To avoid or reduce the artifacts, the literature proposes the addition of a transmission refinement stage, as is shown in the Fig. 2. The refinement stage increases the processing time requirements of the method, so avoiding the refinement stage is important. In this paper, the modification of the dark channel makes unnecessary the refinement stage.

Fig. 2

Flowchart of the method based on the dark channel prior proposed in [8]

The proposed method

The modified dark channel

To illustrate the cause of the artifacts generated when the dark channel prior is applied, the Fig. 3 shows an analysis of the consequences if the dark channel is used directly to restore the image. In Fig. 3a the input image I is displayed with two windows Ω1(p1) and Ω2(p2) with size l=3, which are centered in the pixels p1 and p2 respectively. Whereas the window Ω1(p1) is contained in a homogeneous area, the window Ω2(p2) is in a region near (according to the size of Ω2) to an edge. In Fig. 3b, it is shown the expected dark channel where the pixels p1 and p2 have different values since they belong to different regions. In Fig. 3c, it is shown the dark channel obtained using Eq. 4 where the value of pixel p1 is correctly estimated; however, the pixel p2 has a lower value than the expected value; this is because at least one element of the pixels in the window Ω2(p2) is lower than the pixel p2. This is the cause of the generation of artifacts near the edges when the image J(x,y) is recovered (Fig. 3d).

Fig. 3

Analysis of the classic DCP algorithm. a Input image. b Expected dark channel. c Obtained dark channel. d Recovered image using c

In order to reduce the artifacts, in this paper is proposed a novel approach to incorporate the values obtained from the dark channel. In the proposed approach, initially Idark is a one channel image with the same size of I and all the elements Idark(x,y) are zero. We define α as a square window with size l where all its elements has the value of Idark(x,y) computed according to Eq. 4. Then:

$$ \begin{aligned} &I^{dark}_{\left(x-\lfloor l/2 \rfloor... x+\lfloor l/2 \rfloor,y-\lfloor l/2 \rfloor... y+\lfloor l/2 \rfloor \right)}=\\ &\text{pixel-wise}\max (\alpha_{(1...l),(1...l)},\\ &\qquad\qquad I^{dark}_{(x-\lfloor l/2 \rfloor... x+\lfloor l/2 \rfloor,y-\lfloor l/2 \rfloor... y+\lfloor l/2 \rfloor))} \end{aligned} $$

In Fig. 4, a comparison of the information used for any pixel (x,y), between classic DC and the modified DC for l=3, is displayed.

Fig. 4

Analysis of the modified DC. a Input image. b Information in which the classic DC algorithm is based. c Information in which the proposed DC algorithm is based. d Recovered image using c

The modified dark channel is described in Algorithm 1.

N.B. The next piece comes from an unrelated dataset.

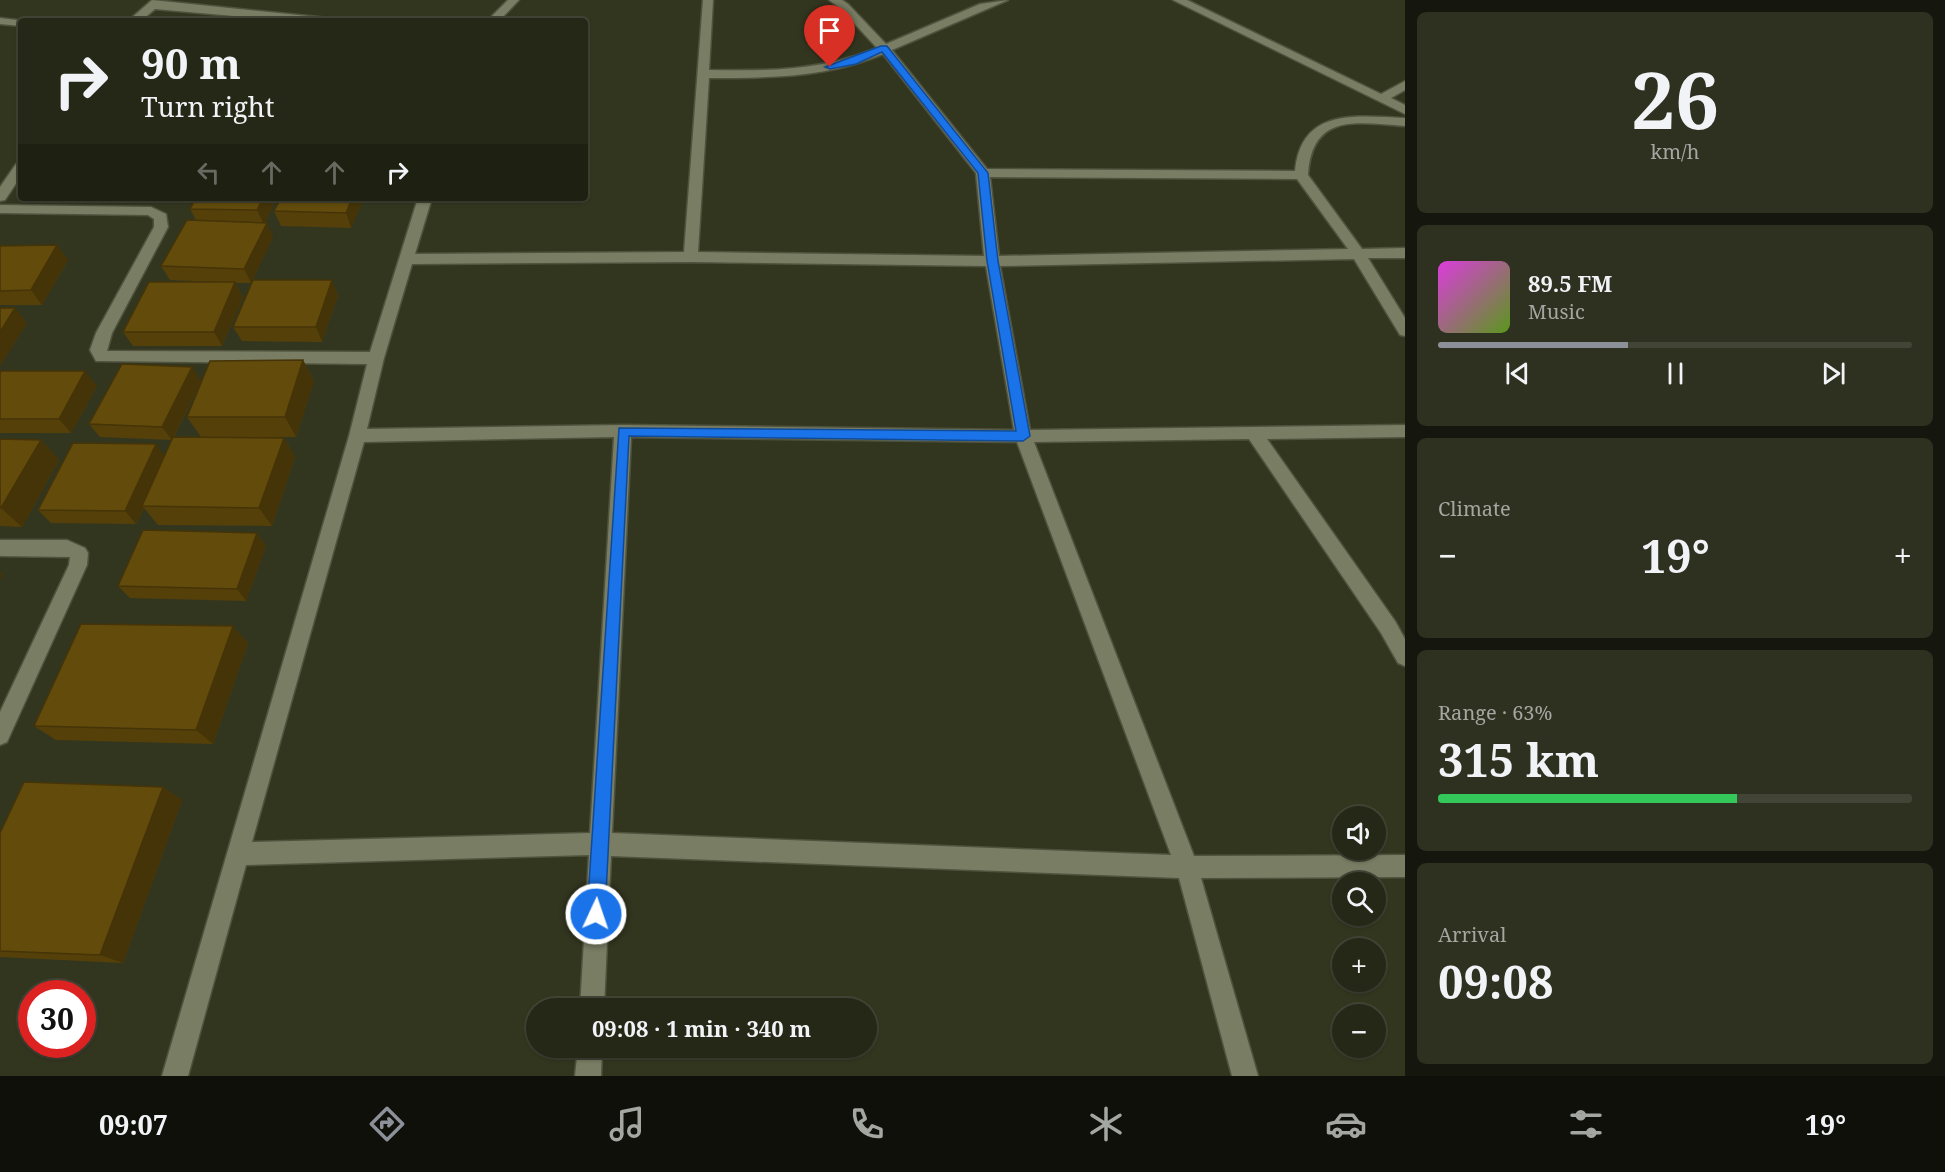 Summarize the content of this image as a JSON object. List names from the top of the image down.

Figure 5 shows an example of the results obtained using the modified DC, where the artifacts in the results have greatly reduced in comparison with the classic DC presented in Fig 1. The pixel-wise maximum operation in the proposed modified DC permits have information about the previous assignment in Idark in the neighborhood of any pixel (x,y). In heterogeneous regions (near from edges), a more robust and precise computation of the DC estimation is obtained because the underestimated values are reduced with the pixel-wise maximum operation. In homogeneous regions (far from edges), the impact of the pixel-wise maximum operation values is practically unmodified because in these regions the neighbors Idark are quite similar.

Fig. 5

Result of recovery an image using the modified dark channel prior. a Hazy input. b Dark channel map. c Result

Analysis of the image size with the performance of recover images

The DC is a consequence of an empirical observation in outdoor images. Since in the classical and modified DC the size l of Ω(x,y) is constant but the size of the input images are not, we make an analysis of the relation between the size of I and the performance of the dehazing task. To perform the analysis, two versions of the proposed method were developed: The first one is based on the method shown in Fig. 2, where the computation of the classic DC is substituted by the modified DC. The second method is a variation shown in Algorithm 2, where the variables t and A are computed with a resized version of I called Inr, where nr is the new resolution. Next, t is resized to the original size of I. Finally, the image is recovered using the scattering model presented in Eq. 1.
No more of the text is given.